Openness, François Carrier Ensemble feat. Mat Maneri Tomasz Stanko Gary Peacock & Michel Lambert CD Fundacja Sluchaj
https://sluchaj.bandcamp.com/album/openness

Triple CD « live » paru chez Fundacja Sluchaj, un label polonais exemplaire pour le sérieux de sa production et de ses parutions de musiciens et groupes alléchants. Le label s’est commis à exhumer des sessions inconnues de Cecil Taylor dont sa plus ancienne performance solo jamais enregistrée, un duo avec Tony Oxley, son quintet Européen et deux grands orchestres dirigés par Cecil.
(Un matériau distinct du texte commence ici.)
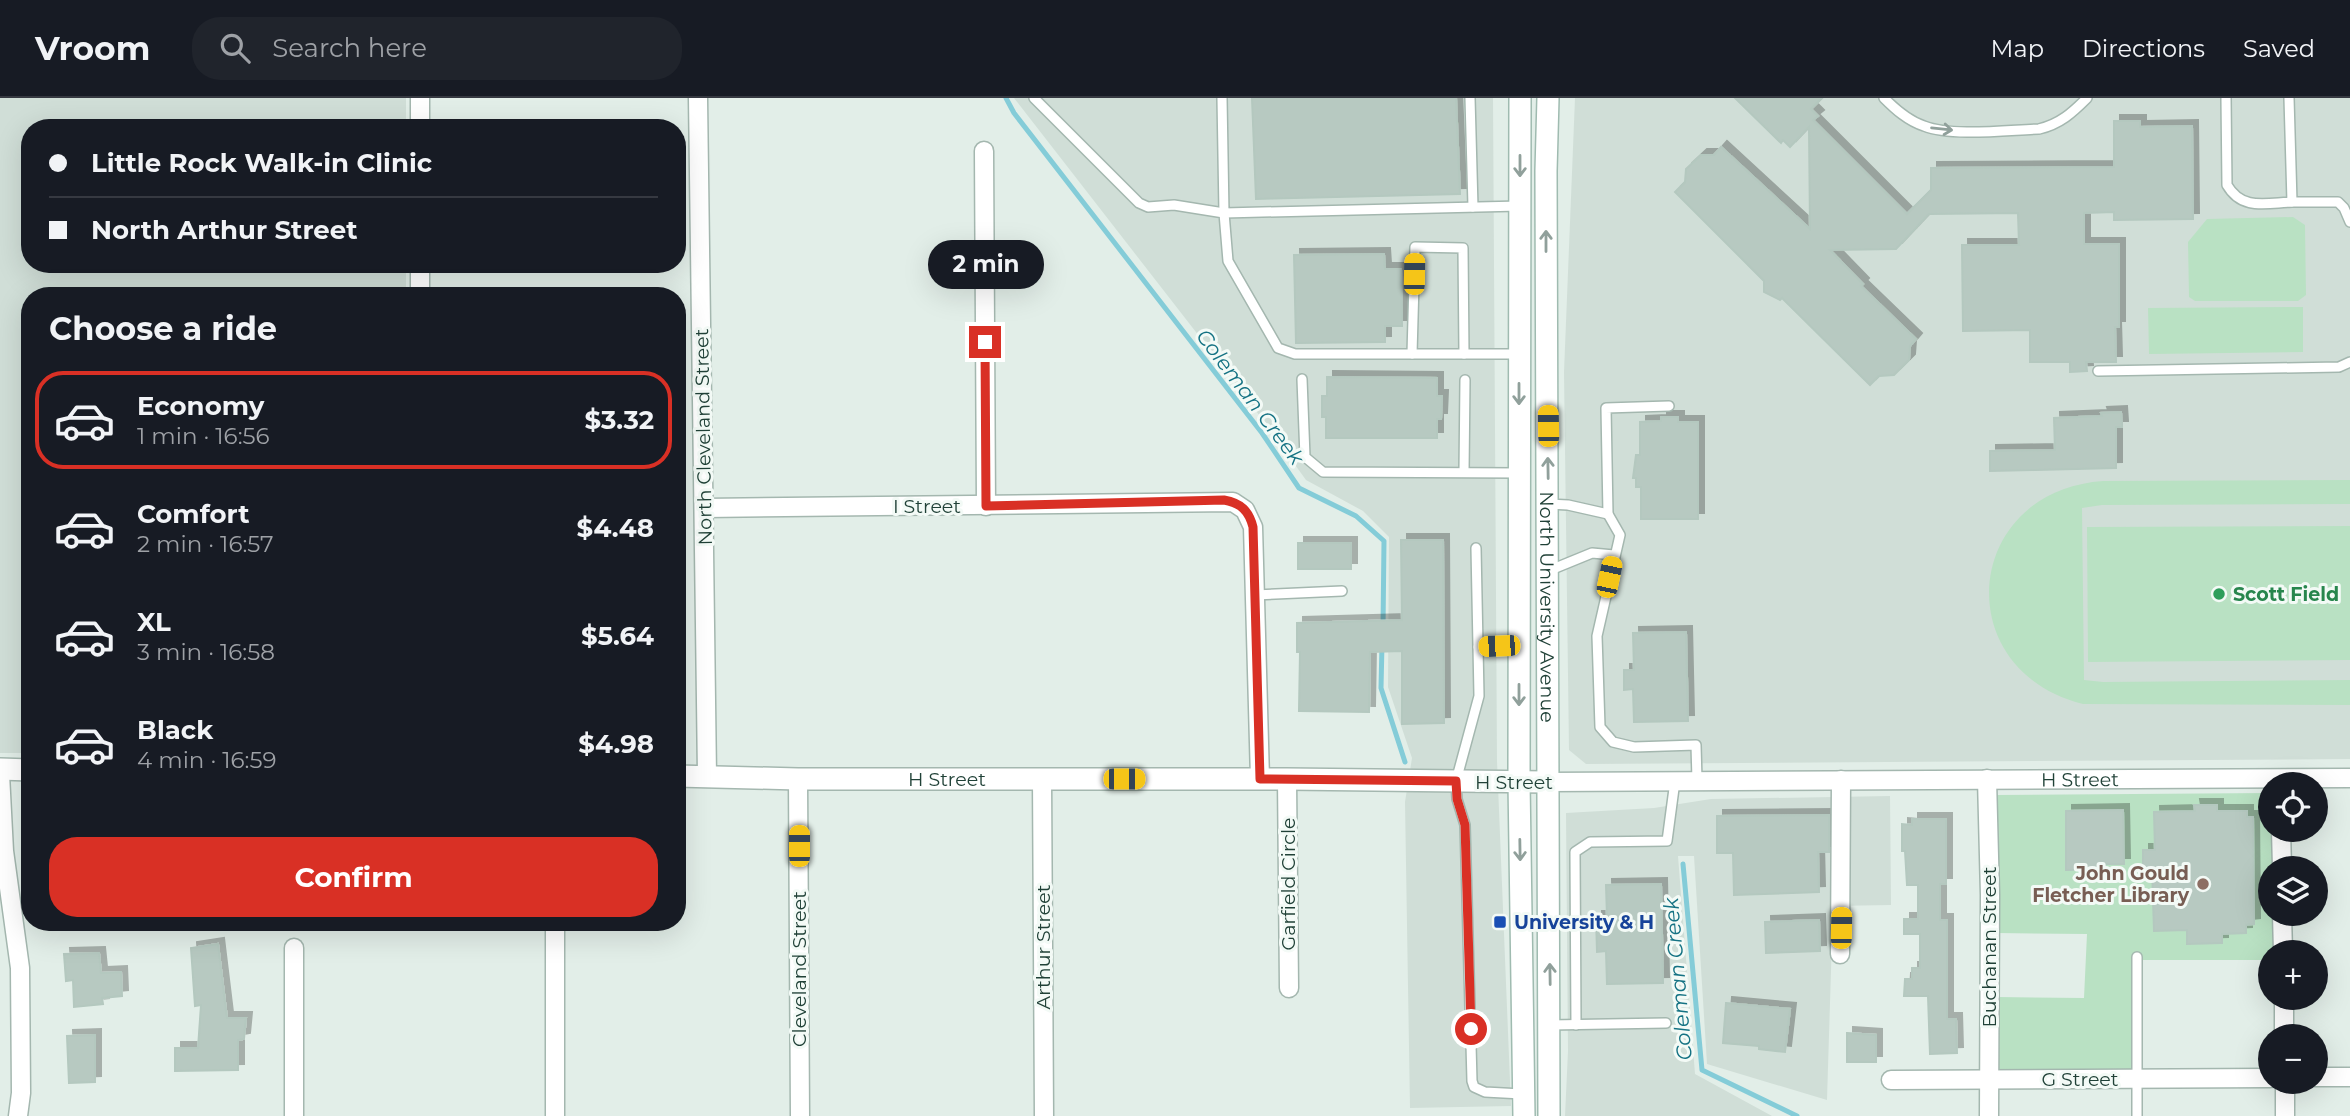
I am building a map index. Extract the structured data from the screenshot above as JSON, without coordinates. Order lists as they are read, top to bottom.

Le catalogue foisonne d’albums rares avec une réelle diversité esthétique (Barry Guy, Agusti Fernandez, Ramon Lopez, Joel Futterman, Joe Morris, Guilhermo Gregorio, Vasco Trillia et une kyrielle d'improvisateurs polonais et internationaux). Openness est sans nul doute un de leurs scoops les plus étonnants : imaginez-vous un ensemble avec Gary Peacock, Tomasz Stanko, Mat Maneri et deux routiers du jazz libre du Québec, les inséparables François Carrier aux saxes alto et soprano et Michel Lambert à la batterie, improvisateurs « free » avec une véritable dimension lyrique. Les deux amis trustent de nombreux enregistrements publiés avec des musiciens de jazz / improvisation contemporaine parmi les plus originaux comme les pianistes Paul Bley, Bobo Stenson, Alexander von Schippenbach et Steve Beresford, les bassistes Gary Peacock, Pierre Côté, Jean- Jacques Avenel et John Edwards et même Dewey Redman. C’est dire ! Au crédit de Carrier, lui-même et ses invités prestigieux se jettent à l’eau et se lancent dans l’improvisation libre d’essence jazz basée sur l’écoute avec passion et une grande finesse lors de deux concerts, les 5 et 6 mai 2006 au Théâtre de la Chapelle à Montréal. Surtout, Michel Lambert maintient ici sa démarche de batteur free en rythmes libres, vagues sonores et ponctuations sauvages. Pas question de s’inquiéter de fabriquer un disque commercialisable pour le marché formaté des grandes compagnies « Comme à la Radio ». On échappe au formatage, même à celui, plus audacieux que les autres, du label ECM pour lequel travaillent Peacock, Stanko et Maneri.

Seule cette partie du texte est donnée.